**** RECORD EXTRACTS ****

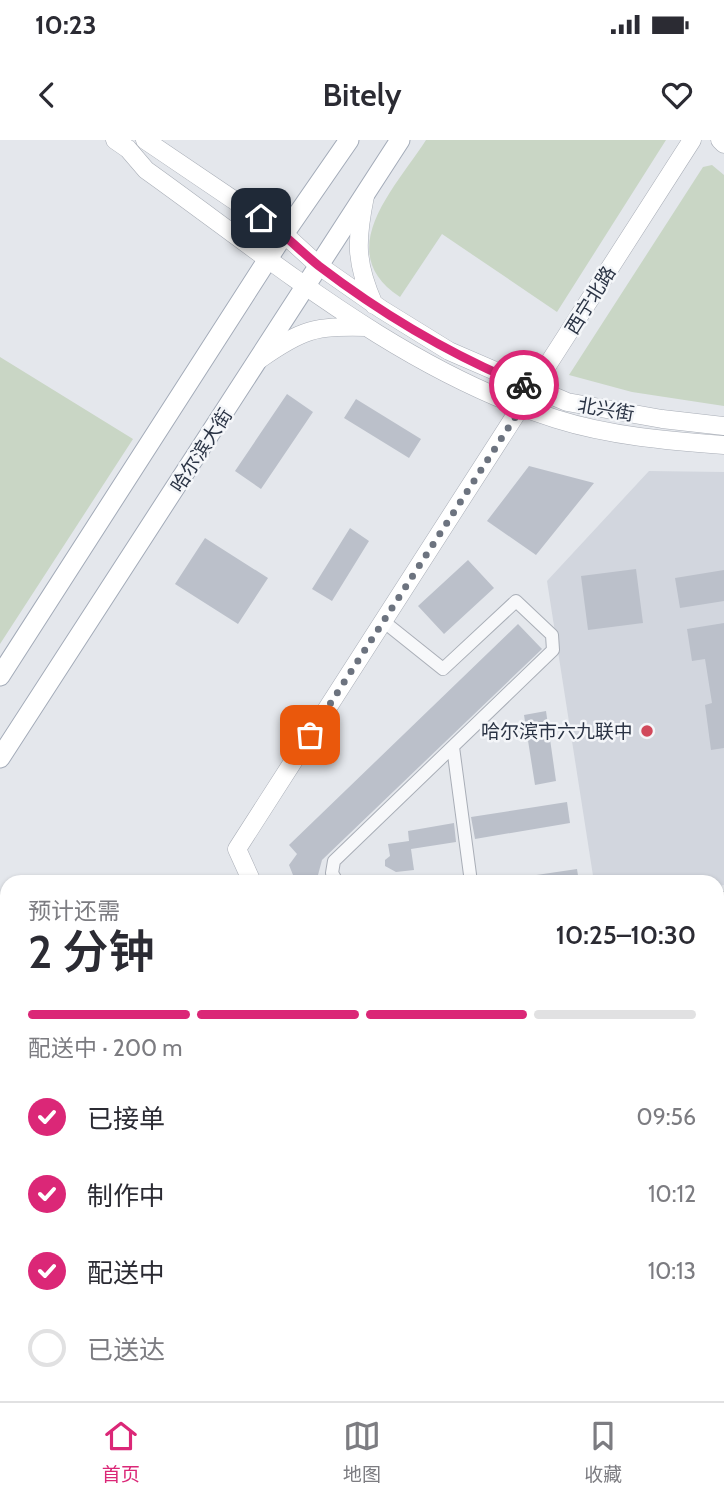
<!DOCTYPE html>
<html lang="zh">
<head>
<meta charset="utf-8">
<style>
	body { margin:0; font-family:Cabin,"Noto Sans SC",sans-serif; background:#f2f2f3; color:#2b2b33; height:100vh; display:flex; flex-direction:column; font-size:26px; white-space:nowrap }
	* { box-sizing:border-box; margin:0 }
	p { font-size:23px; color:#7c7c81 }
	.icon { flex:none; width:38px; height:38px; fill:none; stroke:currentColor; stroke-width:2; stroke-linecap:round; stroke-linejoin:round }
	.map { position:relative; flex:1; overflow:hidden }
	.details { position:absolute; left:0px; top:735px; width:724px; height:527px; display:flex; flex-direction:column; background:#fff; border-radius:21px 21px 0 0; box-shadow:0 2px 5px #0004 }
	.details>* { flex:none }
	.pin { position:absolute; display:grid; place-items:center; width:60px; height:60px; color:#fff; margin:-30px; border-radius:14px; box-shadow:0 4px 10px #0006 }
	.courier { position:absolute; display:grid; place-items:center; width:70px; height:70px; margin:-35px; border:5px solid #db2777; border-radius:50%; background:#fff; color:#222; box-shadow:0 2px 9px #0007 }
	.headline em { font-style:normal; font-weight:600 }
	.headline div { display:flex; flex-direction:column-reverse }
	.headline { display:flex; align-items:center; justify-content:space-between; height:119px; padding:0 28px }
	h1 { font-size:46px; font-weight:600; line-height:52px }
	.bar { display:grid; grid-template-columns:repeat(4,1fr); gap:10px 7px; align-content:center; height:84px; padding:0 28px }
	.bar i { height:9px; border-radius:5px; background:#e1e1e2 }
	.bar .active { background:#db2777 }
	.bar p { grid-column:span 4 }
	ol { padding:0 28px; list-style:none }
	li { display:flex; align-items:center; gap:21px; height:77px }
	li p { margin-inline-start:auto }
	li .icon { padding:7px; border-radius:50%; background:#db2777; color:#fff; stroke-width:4 }
	li:last-child { color:#7c7c81 }
	li i { width:38px; height:38px; border:4px solid #e1e1e2; border-radius:50% }
	.status { display:flex; justify-content:space-between; align-items:center; height:49px; padding:0 35px; background:#fff; direction:ltr }
	.status svg { height:19px; fill:currentColor }
	header { display:flex; justify-content:space-between; align-items:center; height:91px; padding:0 28px; background:#fff; font-size:32px; font-weight:600 }
	.tab-bar { display:flex; justify-content:space-around; align-items:center; height:98px; border-top:2px solid #e1e1e2; background:#fff; font-size:19px; color:#7c7c81 }
	.tab-bar a { display:grid; justify-items:center; gap:4px }
	.tab-bar .active { color:#db2777 }
	.map>svg:first-child { display:block }
	.built { fill:#d2d6de }
	.green { fill:#c9d6c5 }
	.building { fill:#bbc0ca }
	.lines { fill:none; stroke-linecap:round; stroke-linejoin:round }
	.street-casing { stroke:#a9aeb7; stroke-width:14 }
	.secondary-casing { stroke:#a9aeb7; stroke-width:19 }
	.primary-casing { stroke:#a3abb8; stroke-width:21 }
	.street { stroke:#f7f8fa; stroke-width:12 }
	.secondary { stroke:#fff; stroke-width:18 }
	.primary { stroke:#fff; stroke-width:19 }
	.done { stroke:#6c737f; stroke-width:7; stroke-dasharray:0 12.6 }
	.route { stroke:#db2777; stroke-width:9 }
	.poi-dot { fill:#d1495b; stroke:#f4f6f9; stroke-width:2.5 }
	.labels { text-anchor:middle; stroke-width:5; stroke-linejoin:round; paint-order:stroke }
	.street-label { font-size:19px; fill:#2b3445; stroke:#f4f6f9 }
	.poi-label { font-size:19px; fill:#2b3445; stroke:#f4f6f9; text-anchor:end }
</style>
</head>
<body>
<div class="status"><b>10:23</b><svg viewBox="0 0 49 12"><path d="M0 12V9h3v3zM5 12V6h3v6zM10 12V3h3v9zM15 12V0h3v12zM26 1h20v11H26zM47 4h2v5h-2z"/></svg></div>
<header><svg class="icon" aria-label="back" viewBox="0 0 24 24"><path d="M15 5l-7 7 7 7"/></svg>Bitely<svg class="icon" aria-label="heart" viewBox="0 0 24 24"><path d="M12 20l-8-8c-3-5 5-10 8-4 3-6 11-1 8 4z"/></svg></header>
<div class="map">
<svg width="724" height="1261" viewBox="0 0 724 1261">
	<rect width="100%" height="100%" fill="#e4e7ec"/>
	<path class="built" d="M649,331L724,332V745L718,746V742H594L547,441Z"/>
	<path class="green" d="M426,0H666L557,172L442,94L400,157C331,112 395,48 426,0Z
		M712,25L724,35V266L632,252L569,235L703,27Z
		M0,217L133,299L0,504Z
		M0,976L7,980V1255H84L78,1261H0Z"/>
	<path class="building" d="M287,254L313,272L261,349L235,331Z
		M356,259L421,299L409,318L344,278Z
		M529,326L594,343L536,415L487,381Z
		M350,388L369,401L332,461L312,449Z
		M205,398L268,438L238,484L175,444Z
		M468,420L494,448L444,494L418,466Z
		M636,429L643,483L588,490L581,436Z
		M724,430V461L680,468L675,438Z
		M724,483V608L711,610L705,565L712,563L705,519L692,521L687,489Z
		M518,484L542,509L322,720L318,735L323,742H283L293,735L289,725L297,714L289,705Z
		M546,571L556,641L535,645L524,575Z
		M567,662L570,683L475,699L471,677Z
		M454,683L456,702L411,709L414,730L396,732L385,726V720L390,716L388,704L409,701L408,691Z
		M577,729L579,742H523V737Z"/>
	<g class="lines">
		<defs>
			<path id="street" d="M453,607L471,742
				M337,742L332,733L334,721L553,510L552,495L516,461L443,529L383,481
				M718,759L724,758"/>
			<path id="secondary" d="M115,0L128,9L146,30C276,123 402,230 556,279C610,296 669,301 724,305
				M145,0L284,94L318,125L381,169L449,211L567,262L662,279L724,286
				M720,0L724,4
				M365,56C356,101 355,122 374,165
				M260,219C303,189 314,186 366,187
				M252,742L237,709L692,0
				M106,1261L113,1255
				M160,1261L167,1255"/>
			<path id="primary" d="M0,536L284,94L349,0
				M0,618L400,0
				M0,911L7,915
				M0,955L7,960
				M718,986L724,985
				M718,1029L724,1028"/>
		</defs>
		<use href="#street" class="street-casing"/>
		<use href="#secondary" class="secondary-casing"/>
		<use href="#primary" class="primary-casing"/>
		<use href="#street" class="street"/>
		<use href="#secondary" class="secondary"/>
		<use href="#primary" class="primary"/>
	</g>
	<g class="lines">
		<path class="done" d="M310,595L534,248L524,245"/>
		<path class="route" d="M261,78C283,92 299,110 319,126C382,174 451,215 524,245"/>
	</g>
	<circle class="poi-dot" cx="647" cy="591" r="7"/>
	<g class="labels">
		<g class="street-label">
			<text transform="translate(590 160) rotate(-58)" y="7">西宁北路</text>
			<text transform="translate(606 269) rotate(10)" y="7">北兴街</text>
			<text transform="translate(201 310) rotate(-57)" y="7">哈尔滨大街</text>
		</g>
		<g class="poi-label">
			<text x="633" y="598">哈尔滨市六九联中</text>
		</g>
	</g>
</svg>
<div class="pin" style="left:310px;top:595px;background:#ea580c"><svg class="icon" aria-label="bag" viewBox="0 0 24 24"><path d="M5 8h14l-1 12H6zM9 8a3 3 0 0 1 6 0"/></svg></div>
<div class="pin" style="left:261px;top:78px;background:#1f2937"><svg class="icon" aria-label="home" viewBox="0 0 24 24"><path d="M3 11l9-7 9 7M6 9v11h12V9"/></svg></div>
<div class="courier" style="left:524px;top:245px"><svg class="icon" aria-label="bike" viewBox="0 0 24 24"><circle cx="6" cy="16" r="4"/><circle cx="18" cy="16" r="4"/><path d="M6 16l4-8h5l3 8M10 8l3 8H6M13 5h3"/></svg></div>
<section class="details">
<div class="headline"><div><h1>2 分钟</h1><p>预计还需</p></div><em>10:25–10:30</em></div>
<div class="bar"><i class="active"></i><i class="active"></i><i class="active"></i><i></i><p>配送中 · 200 m</p></div>
<ol>
<li><svg class="icon" aria-label="check" viewBox="0 0 24 24"><path d="M5 12l5 5 9-10"/></svg>已接单<p>09:56</p></li>
<li><svg class="icon" aria-label="check" viewBox="0 0 24 24"><path d="M5 12l5 5 9-10"/></svg>制作中<p>10:12</p></li>
<li><svg class="icon" aria-label="check" viewBox="0 0 24 24"><path d="M5 12l5 5 9-10"/></svg>配送中<p>10:13</p></li>
<li><i></i>已送达</li>
</ol>
</section>
</div>
<nav class="tab-bar">
<a class="active"><svg class="icon" aria-label="home" viewBox="0 0 24 24"><path d="M3 11l9-7 9 7M6 9v11h12V9"/></svg>首页</a>
<a><svg class="icon" aria-label="map" viewBox="0 0 24 24"><path d="M3 6l6-2 6 2 6-2v14l-6 2-6-2-6 2zM9 4v14M15 6v14"/></svg>地图</a>
<a><svg class="icon" aria-label="saved" viewBox="0 0 24 24"><path d="M7 4h10v16l-5-4-5 4z"/></svg>收藏</a>
</nav>
</body>
</html>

****

## TASK STATEMENT:
Look for the word "done". Copy out every line of the data that has it.

## RESPONSE TO THIS EXERCISE:
	.done { stroke:#6c737f; stroke-width:7; stroke-dasharray:0 12.6 }
		<path class="done" d="M310,595L534,248L524,245"/>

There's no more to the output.